E X C L U S I V E

How the Local Partners were Cheated by the Gujarathi Business Tycoons

June 8, 2003

Investigation is going on against the Indian businessman and his family members who have allegedly cheated their Arab business partners in a multi million-hotel project and other businesses. The Gujarathi businessman was one of the main partners with an influential business group in the hotel project. The project involved a total investment of $26.25 million (Equivalent to more than Hundred Crores of Indian Rupees?) financed with an equity capital of $7.5 million. Te founder shareholders including the Gujarathi businessman had subscribed to 60 per cent of the share capital ($4.5 million).

Due to the global situation tourism is not an attractive business. Despite the hype generated to make money from the state exchequer in the name of tourism promotion, the hospitality industry is not doing great business. However, building a five star hotel proved to be a lucrative venture for the Indian business partners. The government also supported the project with a soft loan of $7.5 million and there is a commercial borrowing of $11.25 million from banks.

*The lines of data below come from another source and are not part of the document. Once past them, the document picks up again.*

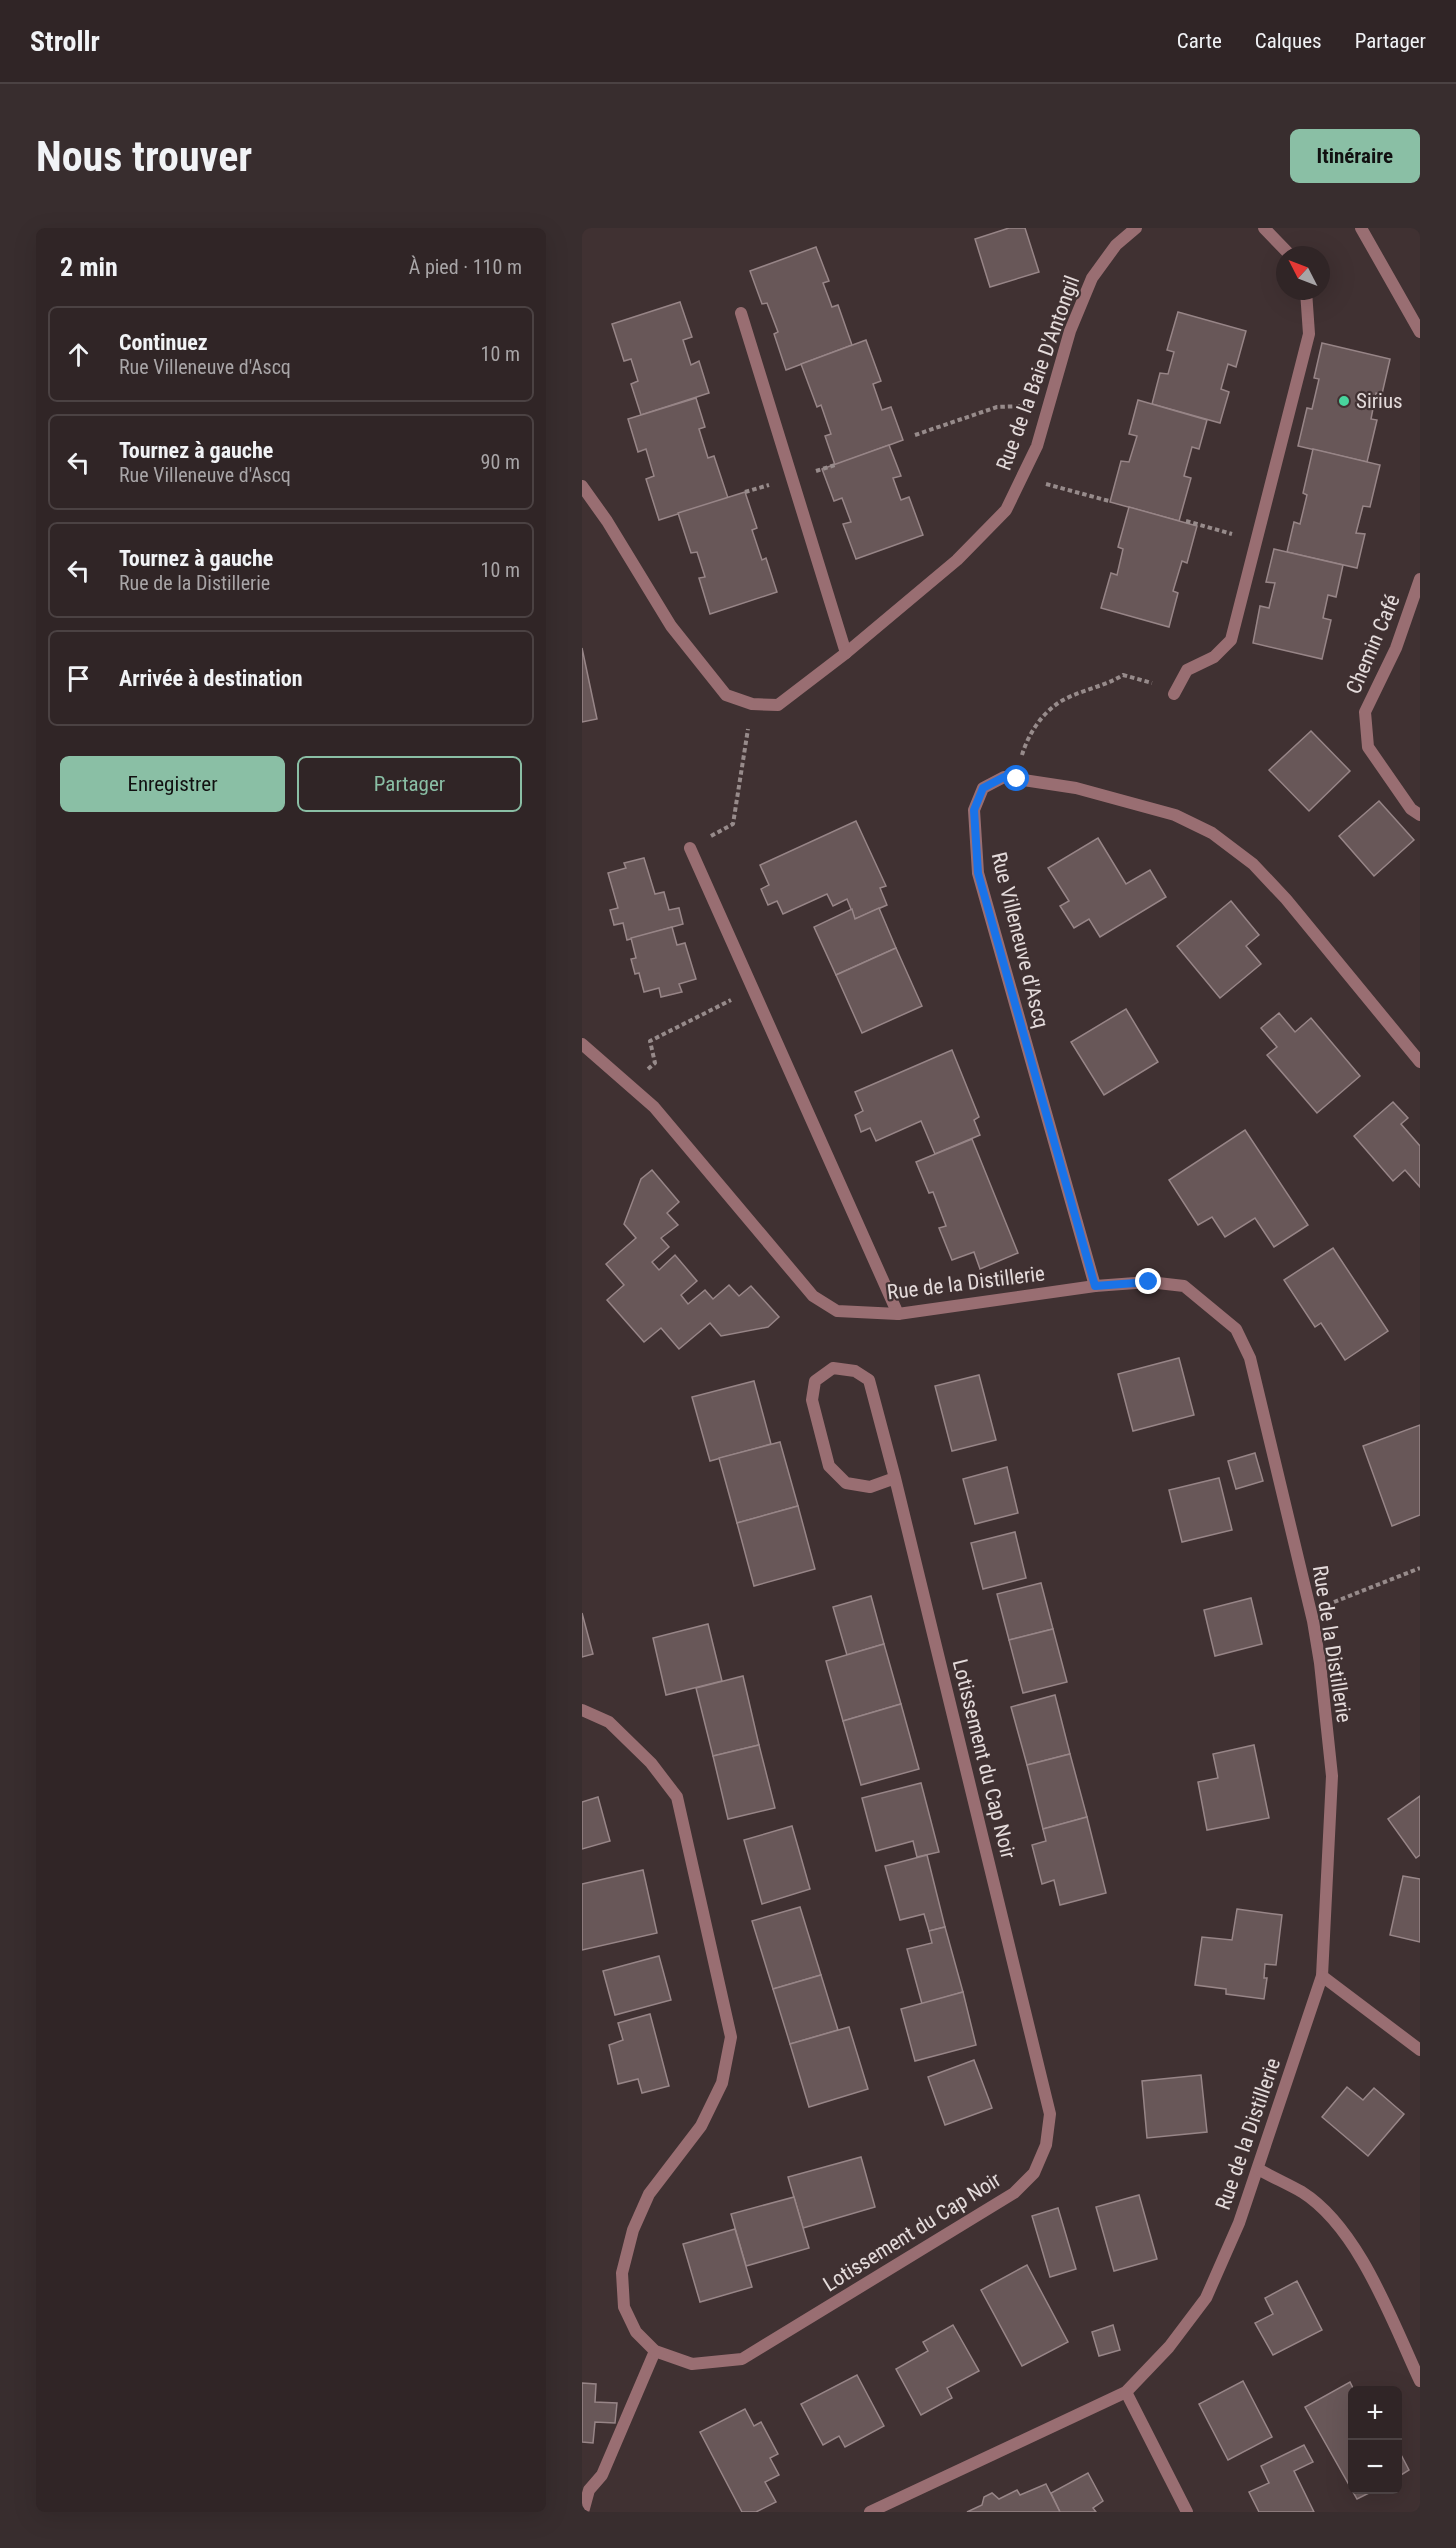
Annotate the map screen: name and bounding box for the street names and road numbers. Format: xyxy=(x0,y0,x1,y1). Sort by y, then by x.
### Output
street label: Rue de la Baie D'Antongil xyxy=(992,272,1084,474)
street label: Chemin Café xyxy=(1341,591,1405,697)
street label: Rue Villeneuve d'Ascq xyxy=(987,850,1053,1030)
street label: Rue de la Distillerie xyxy=(886,1261,1046,1305)
street label: Rue de la Distillerie xyxy=(1308,1564,1356,1724)
street label: Lotissement du Cap Noir xyxy=(948,1657,1020,1861)
street label: Rue de la Distillerie xyxy=(1211,2055,1285,2213)
street label: Lotissement du Cap Noir xyxy=(819,2168,1005,2296)

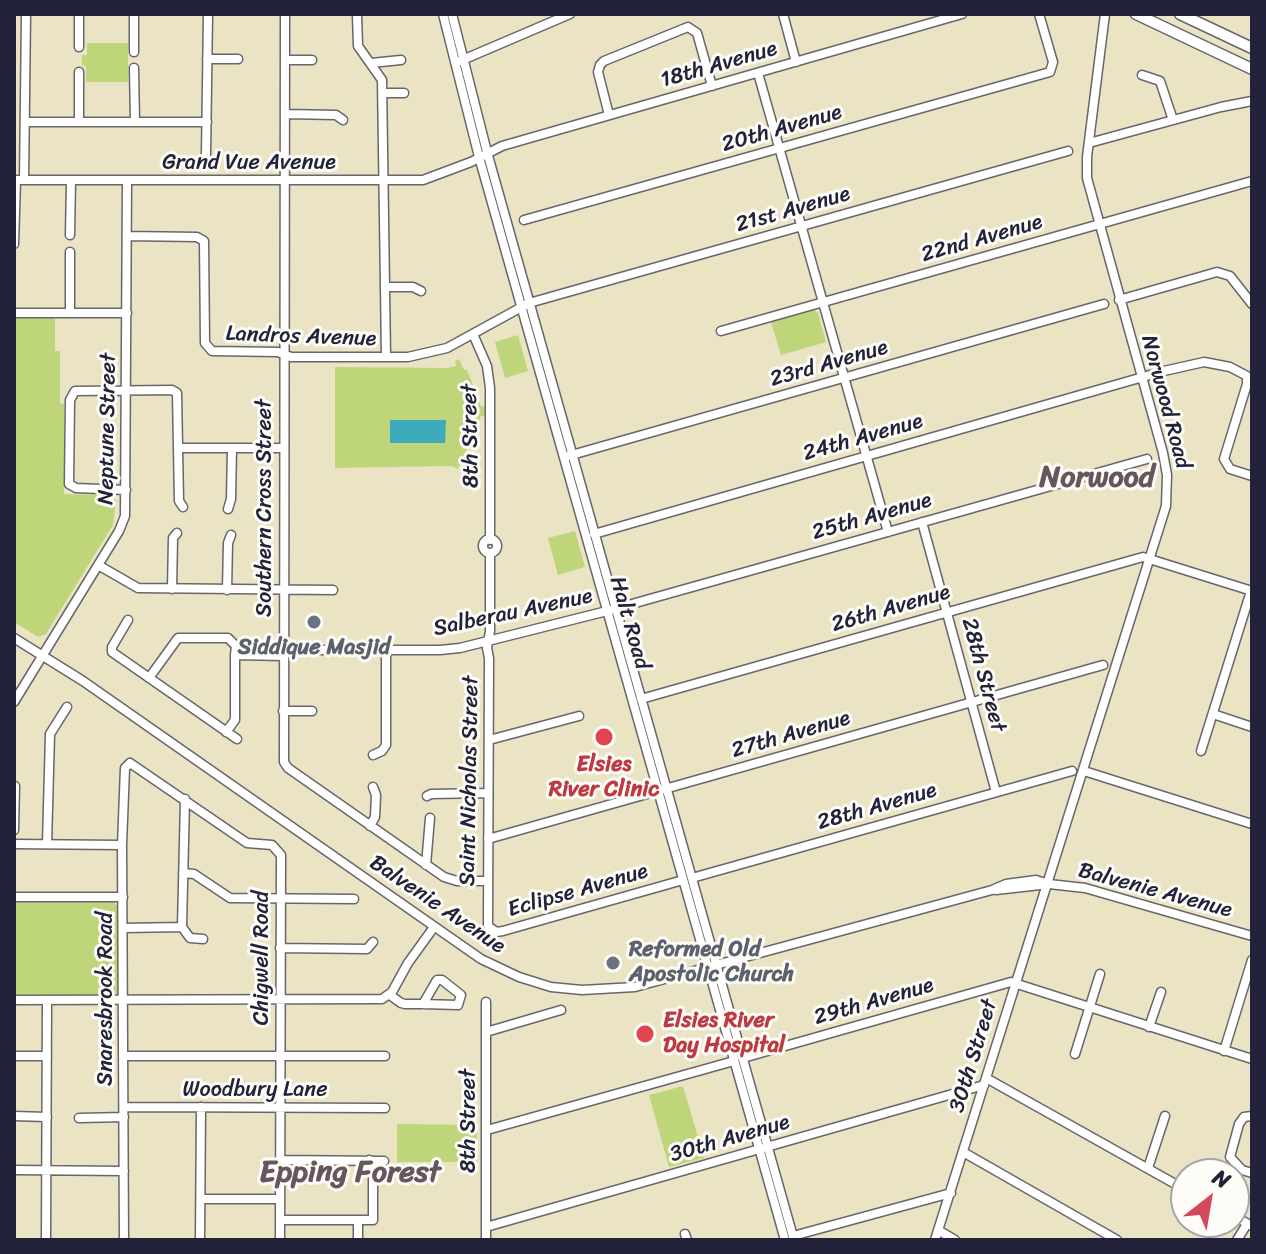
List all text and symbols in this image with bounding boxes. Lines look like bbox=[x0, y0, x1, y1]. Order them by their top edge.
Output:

Even though the company came out with a public share issue, it could hardly attract any serious investors as most of the big hotels listed on the stock market were showing poor performance. The hotel which planned to offer different room styles to the tourist and business segments did not succeed as the September 11 incident and the subsequent war in Iraq adversely affected the GCC hotel industry. The group tied up with the Singapore based hotel chain, which manages several premium properties in South East Asia. The investment companies and smart investors did not subscribe to the issue due to obvious reasons.

The hotel project is promoted by an Investment company promoted by a member of an influential family, a private company owned by the Gujarathi businessman, who is also an international award winner and his two sons in their individual capacity. Another prominent Non Resident Indian, pension funds and other public investment trusts also invested money in the hotel project.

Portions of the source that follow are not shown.